The Art of Discipline: Making it Helpful

David Conlee   -  

As a new parent of twin almost-three-year-old boys, I find myself needing to discipline often.  I want to fight the battles now, so we’re not fighting bigger battles later.  On good days, I want to help shape their little lives to become the men they can and should be by teaching them now.  And on not-so-good days, I just want to wring their little necks.  (not literally… I think.)
So I’m learning how to discipline effectively.  I’m learning how to reinforce positive behavior and discourage negative behavior.  I’m learning to discipline for behavior change and not to be punitive.  It’s all very challenging.  So when I read this post from Gina McClain on, I found it very encouraging:
Shepherding the hearts of our kids is one of those daily behaviors that does more to refine and challenge me than anything else in my life.
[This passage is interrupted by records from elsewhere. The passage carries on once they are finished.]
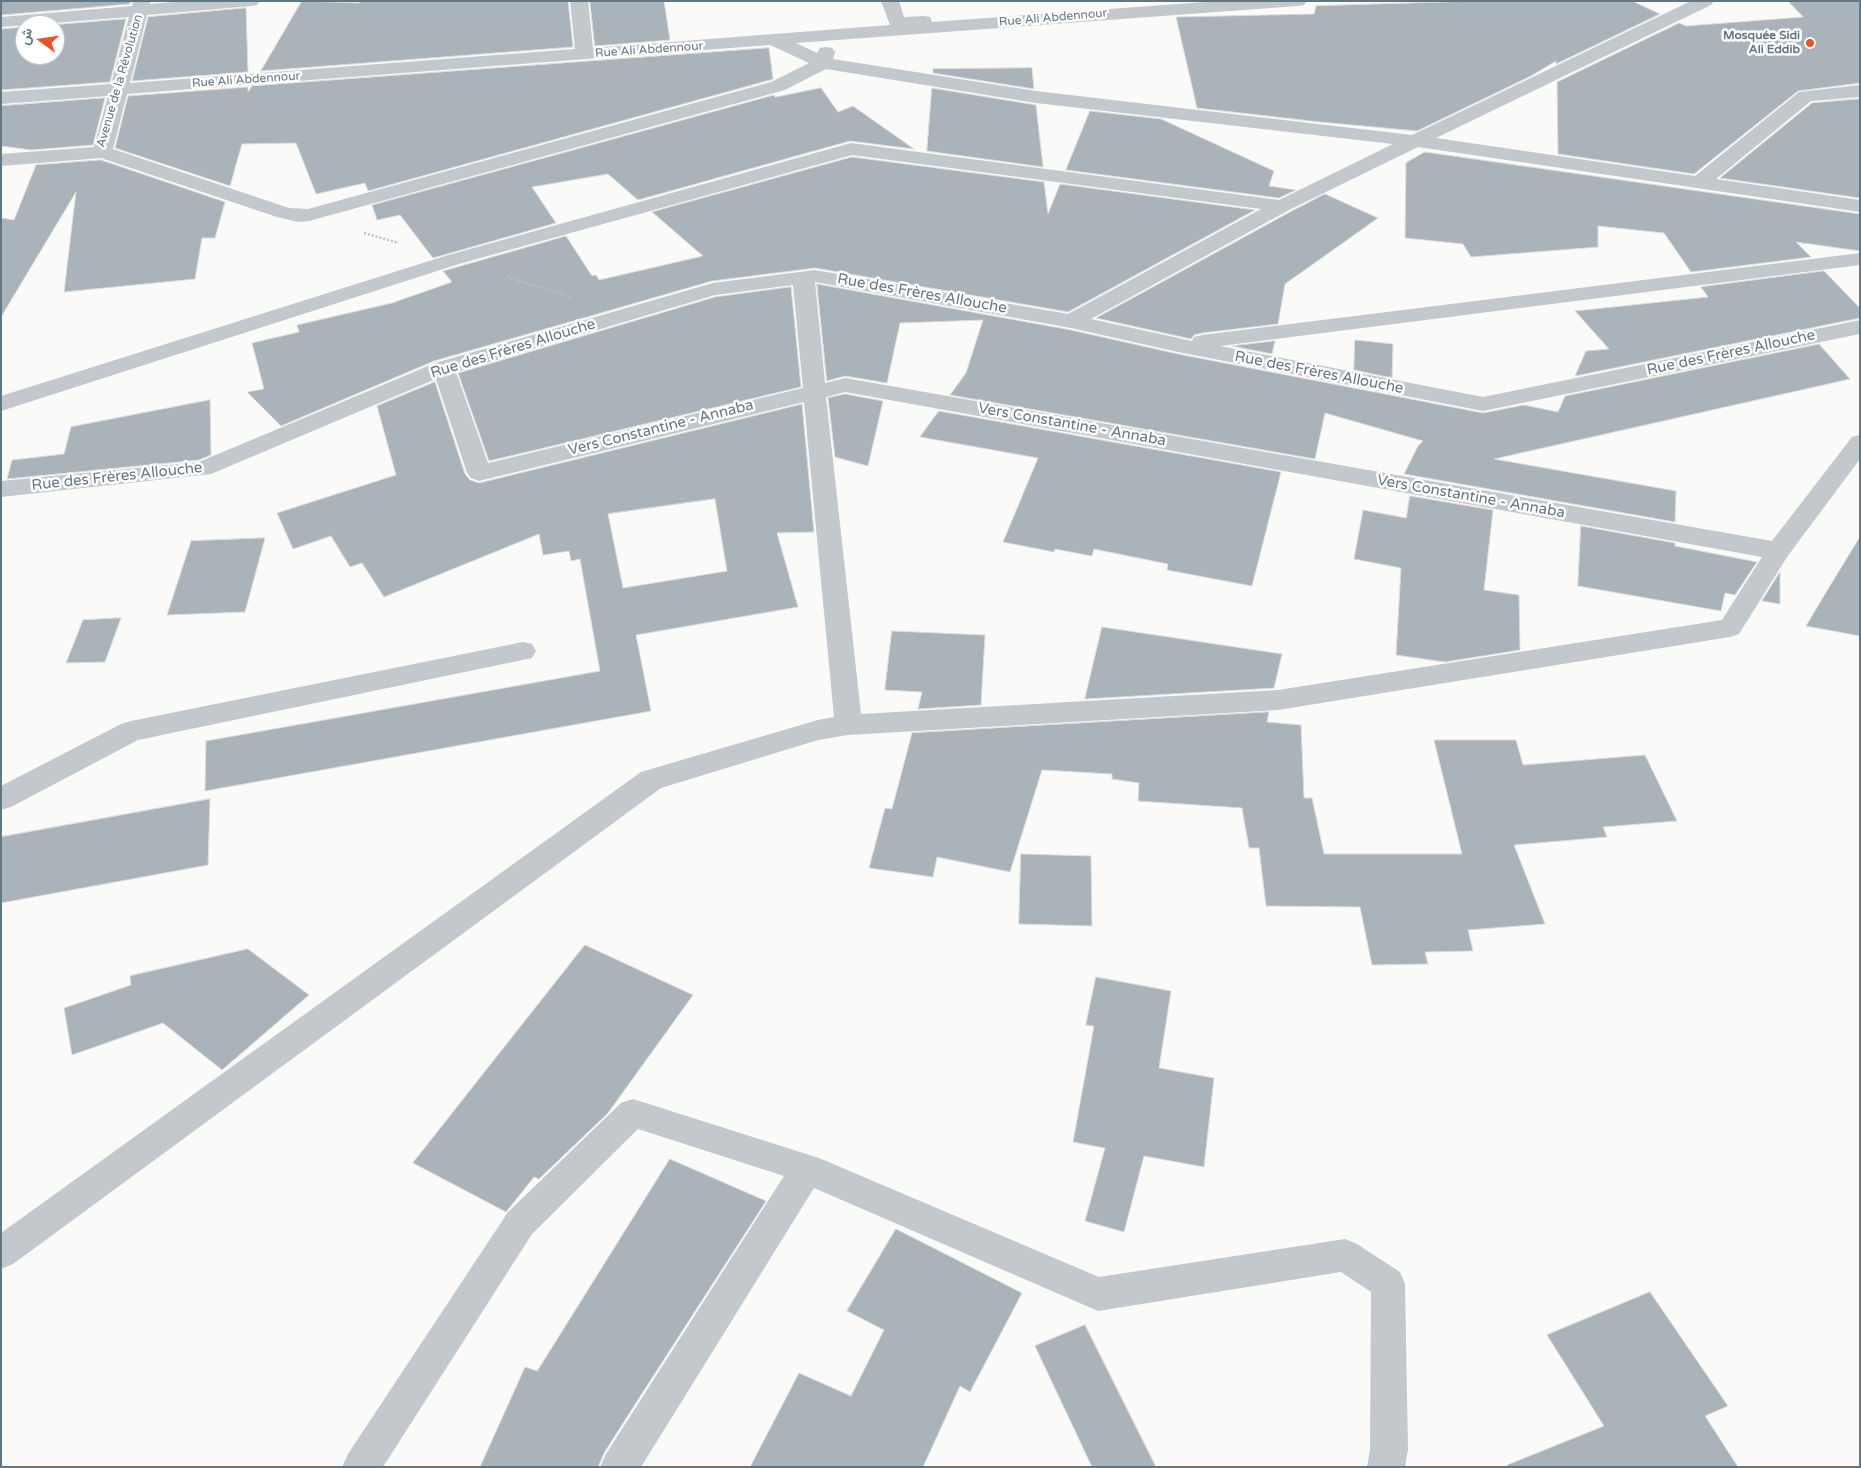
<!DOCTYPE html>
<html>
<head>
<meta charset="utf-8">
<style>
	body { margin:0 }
	#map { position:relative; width:1861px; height:1468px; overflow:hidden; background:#fafaf8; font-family:"Varela Round",Vazirmatn,sans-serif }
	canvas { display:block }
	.frame { position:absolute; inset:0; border:2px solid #657683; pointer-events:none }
	.north { position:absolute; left:15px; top:15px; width:50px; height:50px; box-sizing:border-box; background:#fff; border:1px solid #c1c8cd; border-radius:50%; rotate:284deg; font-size:14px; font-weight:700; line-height:20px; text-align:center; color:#657683 }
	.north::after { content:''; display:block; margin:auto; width:18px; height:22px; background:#e4572e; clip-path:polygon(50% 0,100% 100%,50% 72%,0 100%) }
</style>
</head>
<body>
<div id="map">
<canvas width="1861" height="1468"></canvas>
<div class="frame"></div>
<div class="north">ش</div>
</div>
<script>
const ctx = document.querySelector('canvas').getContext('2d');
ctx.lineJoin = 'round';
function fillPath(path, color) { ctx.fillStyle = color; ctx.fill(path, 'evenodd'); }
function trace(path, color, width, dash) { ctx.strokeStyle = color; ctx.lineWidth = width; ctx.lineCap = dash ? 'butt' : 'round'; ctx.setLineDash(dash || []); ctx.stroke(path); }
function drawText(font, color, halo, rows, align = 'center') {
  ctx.font = font + ' "Varela Round",sans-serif'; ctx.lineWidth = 5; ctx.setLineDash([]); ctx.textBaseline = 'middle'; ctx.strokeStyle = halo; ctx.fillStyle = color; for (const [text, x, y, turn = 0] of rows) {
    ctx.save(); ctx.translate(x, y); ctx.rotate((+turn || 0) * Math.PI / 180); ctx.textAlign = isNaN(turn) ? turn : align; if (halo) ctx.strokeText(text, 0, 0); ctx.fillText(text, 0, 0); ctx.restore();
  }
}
const building = new Path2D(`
	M 1,1 L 131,1 L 130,4 L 1,15 Z
	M 302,1 L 359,3 L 359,1 L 568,1 L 573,47 L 261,71 Z
	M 590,1 L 664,1 L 670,40 L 595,46 Z
	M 1477,1 L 1632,1 L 1660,14 L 1556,64 L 1556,61 L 1531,76 L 1417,131 L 1320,122 L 1197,108 L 1176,17 L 1314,14 L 1316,6 Z
	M 1788,1 L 1860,1 L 1860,83 L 1798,91 L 1694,174 L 1558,154 L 1557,82 L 1679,23 L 1686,26 L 1803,17 Z
	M 246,8 L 248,72 L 132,81 L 148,17 Z
	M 126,19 L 110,82 L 1,90 L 1,29 L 25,27 L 25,55 L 55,55 L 55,25 L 51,25 Z
	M 769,48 L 773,79 L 770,80 L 368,191 L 365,183 L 316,194 L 296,143 L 242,144 L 230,186 L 115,148 L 128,96 L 248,87 L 248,92 L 252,86 Z
	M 1032,68 L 1034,89 L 933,73 L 933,69 Z
	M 821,88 L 838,112 L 853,106 L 914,149 L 850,141 L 638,200 L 608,174 L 532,187 L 556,223 L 433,258 L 400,215 L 377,220 L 372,205 L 774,95 L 775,97 Z
	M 932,88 L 1036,105 L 1043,167 L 927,151 Z
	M 105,98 L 93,145 L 31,150 L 1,146 L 1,106 Z
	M 1860,99 L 1860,198 L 1720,178 L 1812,103 Z
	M 1090,111 L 1161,119 L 1274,171 L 1269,186 L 1296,190 L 1279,198 L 1066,170 Z
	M 1425,152 L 1860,214 L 1860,251 L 1796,242 L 1811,257 L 1691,272 L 1664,233 L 1598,226 L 1598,247 L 1471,257 L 1463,244 L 1405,238 L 1406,163 Z
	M 852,157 L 1044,182 L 1048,214 L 1060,184 L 1255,210 L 1068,312 L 815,268 L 712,281 L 434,361 L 281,426 L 247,392 L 264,389 L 252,343 L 299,332 L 297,325 L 392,303 L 452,282 L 443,271 L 566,236 L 592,276 L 596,275 L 599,280 L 703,256 L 652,212 Z
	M 101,160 L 225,202 L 215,238 L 202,238 L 195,279 L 64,292 L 76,192 L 1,317 L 1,218 L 14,220 L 36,165 Z
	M 1325,194 L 1378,218 L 1285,284 L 1278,324 L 1202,333 L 1194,335 L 1191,339 L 1096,318 L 1290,212 Z
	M 1824,271 L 1860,308 L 1860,318 L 1575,376 L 1586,351 L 1609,349 L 1575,311 L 1708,297 L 1701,287 Z
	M 817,284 L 1071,330 L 1178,354 L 1483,413 L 1524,405 L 1558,412 L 1565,396 L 1819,344 L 1850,379 L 1494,459 L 1676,491 L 1675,522 L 1404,474 L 1418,446 L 1423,441 L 1325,413 L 1315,459 L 950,395 L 966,373 L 983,320 L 900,323 L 887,383 L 845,376 L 827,381 Z
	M 791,287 L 801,387 L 489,461 L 458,373 L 715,297 Z
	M 1355,340 L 1393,344 L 1392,378 L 1354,370 Z
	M 1275,341 L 1272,354 L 1232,346 Z
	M 435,382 L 465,474 L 470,480 L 479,483 L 802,404 L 814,532 L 777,533 L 798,607 L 636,635 L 651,711 L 205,791 L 206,741 L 600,671 L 580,559 L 571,561 L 569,551 L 543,555 L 539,534 L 384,597 L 362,563 L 350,567 L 331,536 L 293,549 L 277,513 L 396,475 L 377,406 ZM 715,499 L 727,571 L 623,588 L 608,514 Z
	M 845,394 L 883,401 L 868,466 L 835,457 L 828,398 Z
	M 210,400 L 211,455 L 199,460 L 7,479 L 12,460 L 64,454 L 71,427 Z
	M 939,411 L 1281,472 L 1252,586 L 1167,570 L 1168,564 L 1094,549 L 1092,556 L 1055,549 L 1054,552 L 1003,542 L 1038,458 L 920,437 Z
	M 1410,496 L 1493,510 L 1484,590 L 1519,595 L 1520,650 L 1445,662 L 1396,655 L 1401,568 L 1354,559 L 1363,510 L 1406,518 Z
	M 1581,526 L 1675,543 L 1675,546 L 1757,562 L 1735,595 L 1725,593 L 1721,611 L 1578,586 Z
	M 1860,537 L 1860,636 L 1806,626 L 1825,594 Z
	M 265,538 L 245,612 L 167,615 L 191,541 Z
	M 1780,572 L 1780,604 L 1762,601 Z
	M 121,618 L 105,662 L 66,663 L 83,620 Z
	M 1102,627 L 1282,654 L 1274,688 L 1085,699 Z
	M 892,631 L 985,635 L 981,705 L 918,709 L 922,692 L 885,690 Z
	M 1269,712 L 1267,722 L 1301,725 L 1304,798 L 1312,798 L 1324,854 L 1462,854 L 1434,740 L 1516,740 L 1523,765 L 1645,755 L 1677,821 L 1603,827 L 1607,837 L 1514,845 L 1545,924 L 1468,930 L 1473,951 L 1425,952 L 1428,964 L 1372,965 L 1360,907 L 1266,906 L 1259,848 L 1249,848 L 1242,808 L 1138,801 L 1139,783 L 1112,779 L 1112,774 L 1042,770 L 1010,872 L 937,857 L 933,877 L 869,868 L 885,808 L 892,809 L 912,733 Z
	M 210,799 L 208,865 L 1,903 L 1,837 Z
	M 1021,854 L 1091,856 L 1092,926 L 1019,924 Z
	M 585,945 L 693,995 L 608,1113 L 539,1179 L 534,1177 L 506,1212 L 413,1163 Z
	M 248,949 L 309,995 L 222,1070 L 163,1023 L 72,1055 L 64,1008 L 131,985 L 130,976 Z
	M 1096,977 L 1171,991 L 1159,1068 L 1214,1078 L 1204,1167 L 1144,1156 L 1124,1232 L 1085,1221 L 1105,1148 L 1073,1142 L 1094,1026 L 1086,1025 Z
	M 670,1159 L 766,1201 L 641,1395 L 604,1453 L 598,1467 L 480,1467 L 525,1367 L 537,1371 Z
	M 896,1229 L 1022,1293 L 970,1392 L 960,1386 L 923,1467 L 750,1467 L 799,1373 L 851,1396 L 884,1330 L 847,1311 Z
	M 1650,1292 L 1728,1406 L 1705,1416 L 1738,1467 L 1508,1467 L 1507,1465 L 1604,1426 L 1547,1335 Z
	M 1085,1325 L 1156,1467 L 1092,1467 L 1035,1346 Z`);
fillPath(building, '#aab3b9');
trace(building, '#dcdcda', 1);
trace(new Path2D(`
	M 364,233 L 399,243
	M 507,277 L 570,297`), '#bbbfc2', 2.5, [2, 2]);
fillPath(new Path2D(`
	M 133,1 L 151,1 L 150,4 L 185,1 L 260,1 L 257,5 L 251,6 L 147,15 L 130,83 L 575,49 L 570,1 L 588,1 L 593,48 L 890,25 L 881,1 L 899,1 L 904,17 L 924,16 L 930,17 L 932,22 L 1219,1 L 1307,1 L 1304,5 L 1298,6 L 796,43 L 817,53 L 820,48 L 826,47 L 832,48 L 835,52 L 833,59 L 1036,91 L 1412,135 L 1691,1 L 1714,1 L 1711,5 L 1436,138 L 1695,176 L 1799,92 L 1860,85 L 1860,97 L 1811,101 L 1716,179 L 1860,200 L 1860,212 L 1418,147 L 1289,210 L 1091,319 L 1192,341 L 1194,337 L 1202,335 L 1860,253 L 1860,265 L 1220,346 L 1483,397 L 1860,320 L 1860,334 L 1483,411 L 1178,352 L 1071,328 L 815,282 L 825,383 L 845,378 L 1772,541 L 1852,437 L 1860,435 L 1860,459 L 1787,557 L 1739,634 L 1730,637 L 1278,710 L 848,735 L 818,740 L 661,788 L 13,1264 L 1,1269 L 1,1233 L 641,772 L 818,720 L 834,717 L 804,402 L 479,481 L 471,478 L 467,473 L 436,379 L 211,474 L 1,497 L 1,481 L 199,462 L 435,363 L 713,283 L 815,270 L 1068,314 L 1261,209 L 852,155 L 459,264 L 1,411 L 1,396 L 445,256 L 851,143 L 1279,200 L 1393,144 L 1036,103 L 826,69 L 785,90 L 309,221 L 298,222 L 277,217 L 101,158 L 1,166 L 1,154 L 94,147 L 108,96 L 1,104 L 1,92 L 111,84 L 129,17 L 1,27 L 1,17 L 132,6 ZM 770,45 L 809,63 L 771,82 L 308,209 L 289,208 L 113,149 L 127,94 ZM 793,285 L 803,388 L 488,463 L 456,372 L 715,295 ZM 845,392 L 1762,557 L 1722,620 L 1278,690 L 861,714 L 826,397 Z
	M 523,642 L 532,644 L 536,651 L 532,658 L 138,740 L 11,807 L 1,810 L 1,786 L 121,724 L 131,721 Z
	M 633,1099 L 819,1158 L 1099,1277 L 1345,1239 L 1357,1244 L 1400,1272 L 1405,1284 L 1408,1450 L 1405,1467 L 1367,1467 L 1370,1450 L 1371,1292 L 1341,1272 L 1098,1311 L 814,1188 L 641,1467 L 600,1467 L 606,1454 L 784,1176 L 638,1129 L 532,1234 L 383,1467 L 342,1467 L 348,1454 L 508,1212 L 621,1103 Z`), '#c3c8cc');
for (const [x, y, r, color] of [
	[1810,43,5,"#e4572e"]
]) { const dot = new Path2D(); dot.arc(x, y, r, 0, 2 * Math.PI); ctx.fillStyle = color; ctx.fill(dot); trace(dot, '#fff', 2); }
drawText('12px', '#657683', '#fff', [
	["Rue Ali Abdennour",1053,18,-5],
	["Rue Ali Abdennour",649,50,-4],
	["Rue Ali Abdennour",246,80,-4],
	["Avenue de la Révolution",120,81,-74]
]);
drawText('bold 12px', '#657683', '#fff', [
	["Mosquée Sidi",1800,36],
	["Ali Eddib",1800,50]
], 'right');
drawText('15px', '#657683', '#fff', [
	["Rue des Frères Allouche",922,294,10],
	["Rue des Frères Allouche",513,349,-17],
	["Rue des Frères Allouche",1731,353,-12],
	["Rue des Frères Allouche",1319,373,11],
	["Vers Constantine - Annaba",1072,425,10],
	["Vers Constantine - Annaba",661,428,-14],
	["Rue des Frères Allouche",117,477,-6],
	["Vers Constantine - Annaba",1471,497,10]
]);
</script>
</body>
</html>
In my interactions with my kids, God reveals more to me about my own humanity than I care to know. Particularly in disciplinary situations.
One thing I’ve learned about kids is that I cannot control their actions. There are times when I try. There are times I guide, nudge, remind, even harass… yet, in the end, they decide what action they will take. Not me.
I don’t know about you, but that really gets under my skin. It’s something I have to actively submit to the Father asking Him for guidance and patience. Recently He brought Ephesians 4:29 back onto my radar.
“Don’t say anything that would hurt

[another person]. Instead, speak only what is good so that you can give help wherever it is needed. That way, what you say will help those who hear you.” (GWT)
It’s a timely reminder for me that my role as mom is to Fight for the Heart of my kids, to create a culture of unconditional love in my home that fuels their emotional and moral health. Approaching discipline in a way that is helpful takes practice, planning and patience.